Tanti secoli fa i nostri marinai, devotissimi di San Nicola, si recarono a Myra, in Turchia, e rubarono le ossa di San Nicola per custodirle e venerarle a Bari.
Fu costruita una chiesa monumentale per custodire quello che per i baresi rappresentava un tesoro, cioè le reliquie del santo, che all'unanimità diventò il patrono di Bari.
Ebbene per tanti secoli le ossa miracolose di San Nicola sono state conservate nella cripta della chiesa di San Nicola e sono state venerate dai baresi e dai pellegrini, che ogni anno giungono a Bari nel mese di maggio.
Quelle ossa che trasudano acqua, la Santa Manna, che porta fortuna ai baresi.
Oggi una costola di San Nicola si trova nella Piazza Rossa di Mosca, quella che ospita il Parlamento russo, quel parlamento dove si insediò Stalin, un carnefice che distrusse tutte le chiese esistenti in Russia, quello che abbattette tutti i tesori artistici ritenendoli prerogativa degli aristocratici, quello che cancellò dai musei qualsiasi opera d'arte e ritenne che il popolo avesse diritto di goderne fino al punto di togliere quelle opere dai musei e metterle nella metropolitana di Mosca dove tutti, soprattutto i proletari, potessero ammirarle.
Oggi la metropolitana di Mosca è la più bella del mondo e fu realizzata da quel gran demonio di Stalin.
E quella fu l'unica cosa buona che realizzò quel dittatore comunista.

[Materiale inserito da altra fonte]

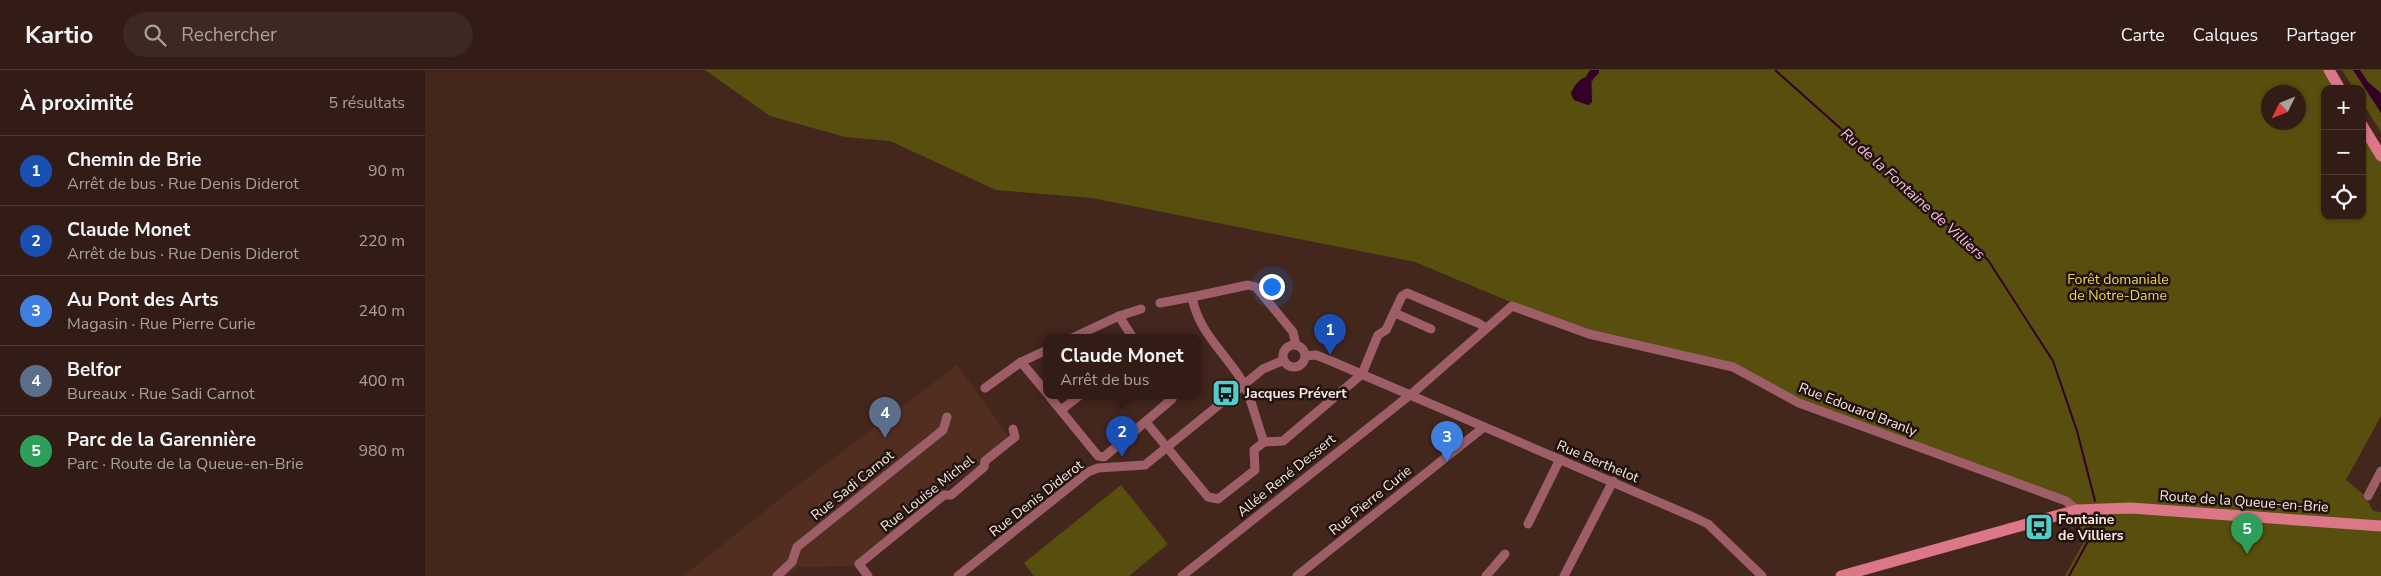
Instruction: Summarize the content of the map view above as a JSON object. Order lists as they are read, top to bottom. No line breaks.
{"streets":{"main road":["Route de la Queue-en-Brie"],"street":["Rue Edouard Branly","Rue Berthelot","Allée René Dessert","Rue Sadi Carnot","Rue Louise Michel","Rue Denis Diderot","Rue Pierre Curie"]},"crossings":[["Rue Edouard Branly","Allée René Dessert"],["Rue Edouard Branly","Route de la Queue-en-Brie"],["Rue Berthelot","Allée René Dessert"],["Rue Berthelot","Rue Pierre Curie"]],"water":["Ru de la Fontaine de Villiers"],"parks":["Forêt domaniale de Notre-Dame"],"places":{"bus stop":["Jacques Prévert","Fontaine de Villiers"]},"north":"bottom left","page":{"header":"Kartio","search":"Rechercher","nav":["Carte","Calques","Partager"],"heading":["À proximité","5 résultats"],"map_buttons":["+","−"],"list":[{"mark":"1","name":"Chemin de Brie","note":"Arrêt de bus · Rue Denis Diderot","value":"90 m"},{"mark":"2","name":"Claude Monet","note":"Arrêt de bus · Rue Denis Diderot","value":"220 m"},{"mark":"3","name":"Au Pont des Arts","note":"Magasin · Rue Pierre Curie","value":"240 m"},{"mark":"4","name":"Belfor","note":"Bureaux · Rue Sadi Carnot","value":"400 m"},{"mark":"5","name":"Parc de la Garennière","note":"Parc · Route de la Queue-en-Brie","value":"980 m"}],"pins":["1","4","2","3","5"],"popup":["Claude Monet","Arrêt de bus"]}}
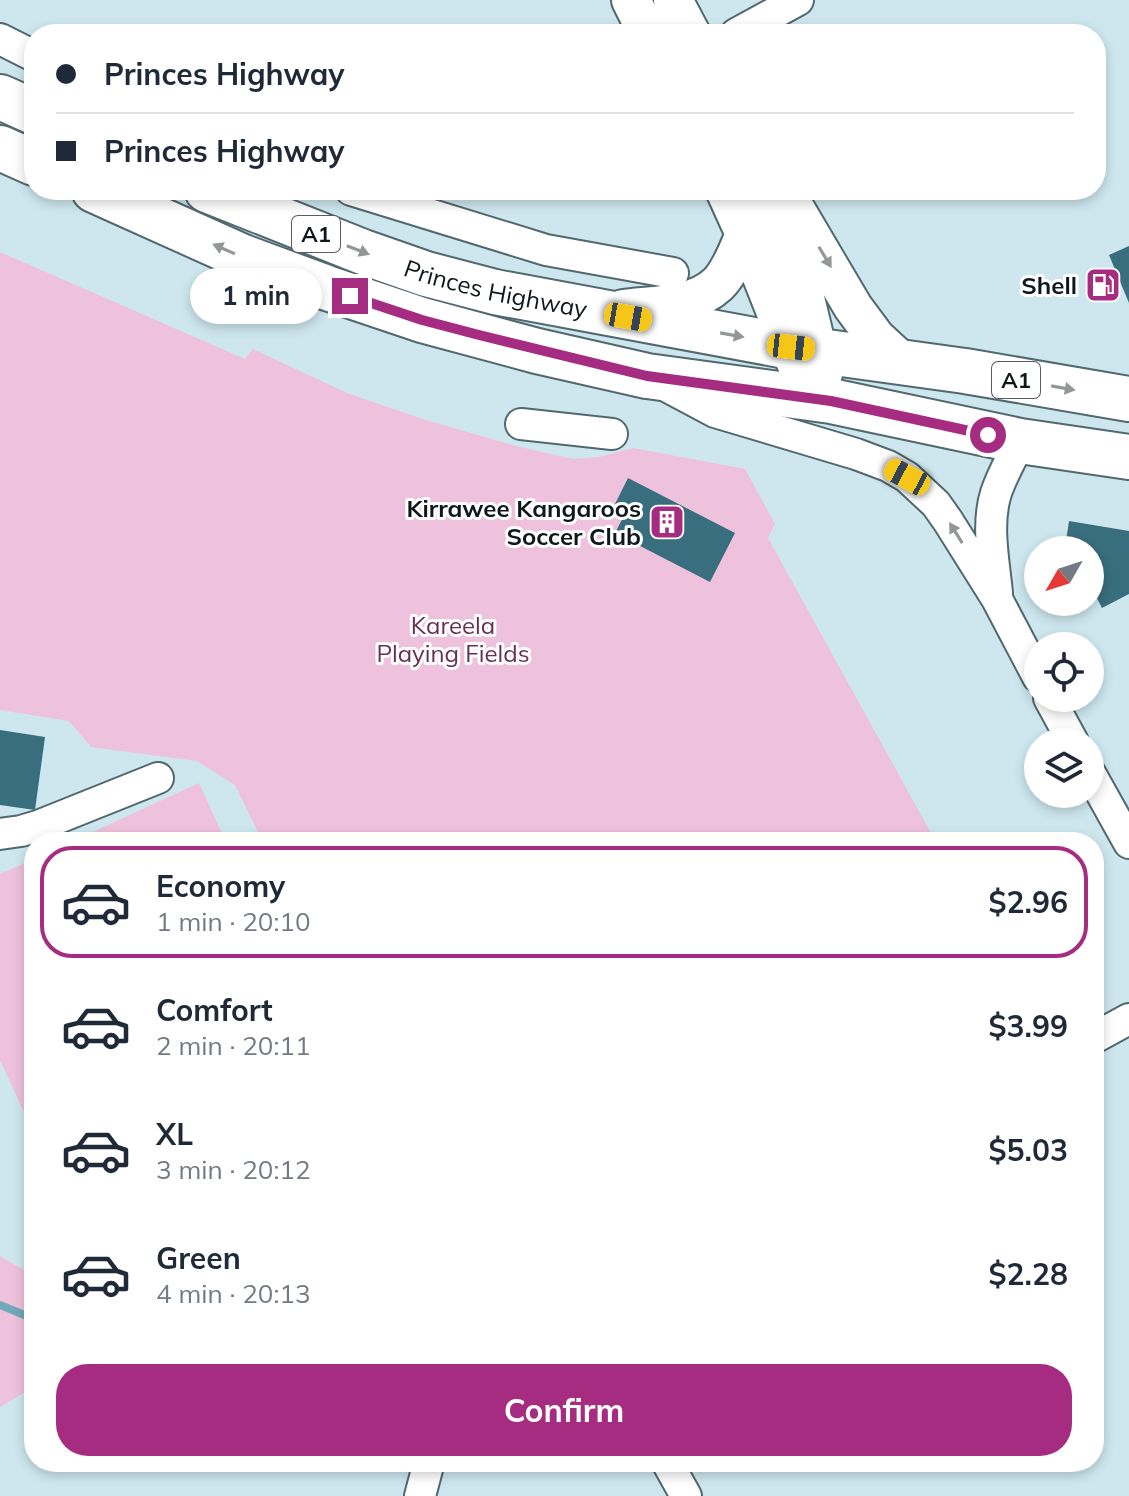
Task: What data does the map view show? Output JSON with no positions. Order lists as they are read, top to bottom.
{
  "streets": {
    "highway": ["A1", "Princes Highway"]
  },
  "parks": ["Kareela Playing Fields"],
  "places": {
    "fuel station": ["Shell"],
    "building": ["Kirrawee Kangaroos Soccer Club"]
  },
  "north": "bottom left",
  "page": {
    "banner": ["Princes Highway", "Princes Highway"],
    "bubble": "1 min",
    "list": [
      {
        "name": "Economy",
        "note": "1 min · 20:10",
        "value": "$2.96"
      },
      {
        "name": "Comfort",
        "note": "2 min · 20:11",
        "value": "$3.99"
      },
      {
        "name": "XL",
        "note": "3 min · 20:12",
        "value": "$5.03"
      },
      {
        "name": "Green",
        "note": "4 min · 20:13",
        "value": "$2.28"
      }
    ],
    "buttons": "Confirm"
  }
}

Tutta questa premessa è tesa ad un fatto di questi giorni: una parte delle le ossa di San Nicola sono state portate a Mosca dal sindaco di Bari e dal presidente della regione Puglia, due esponenti del Partito Democratico, nato dalle macerie del Partito Comunista, e pare che non rientreranno più a Bari, perché moltissimi russi, compreso il suo capo Putin, sono devoti del santo e sarebbero felici di conservare una reliquia di San Nicola nella loro chiesa più bella che trovasi nella loro piazza più importante.
È un impegno molto gravoso e una responsabilità troppo grossa quella che stanno per prendere i nostri più importanti rappresentanti politici e non vorrei essere nei loro panni.
Decidere per conto dei Baresi su quello che hanno fatto i loro avi e sull'orgoglio di avere un santo protettore amato da tanti secoli è un compito difficilissimo e potrebbe causare una ribellione popolare.
Io sono con il magistrato Emiliano, che intende restituire la refurtiva, perché di quella si tratta, ma visto che la refurtiva apparteneva alla Turchia, che non ne ha mai chiesto la restituzione, dal momento che lì vige la religione musulmana, che non ha nessuna simpatia per i nostri santi, ritiene giusto darla in omaggio al popolo russo, che tanta devozione ha per il nostro patrono. In fondo si tratta solo di una costola. Adamo per una costola dette inizio alla specie umana, quella costola che gli dette tanta gioia e felicità, ma che gli costò la perdita del Paradiso.
Orbene Emiliano, con l'avallo di Decaro, sta prendendo una decisione importantissima che potrebbe servire al consolidamento dei rapporti economici con la Russia, nonostante l'embargo stabilito dalla Ue.
Regalano alla Russia una costola di San Nicola nella speranza che da quella costola ricevano in cambio benessere e felicità.
L'economia attuale della Puglia ne ha tanto bisogno!
Le conseguenze faranno parte della cronaca dei prossimi giorni.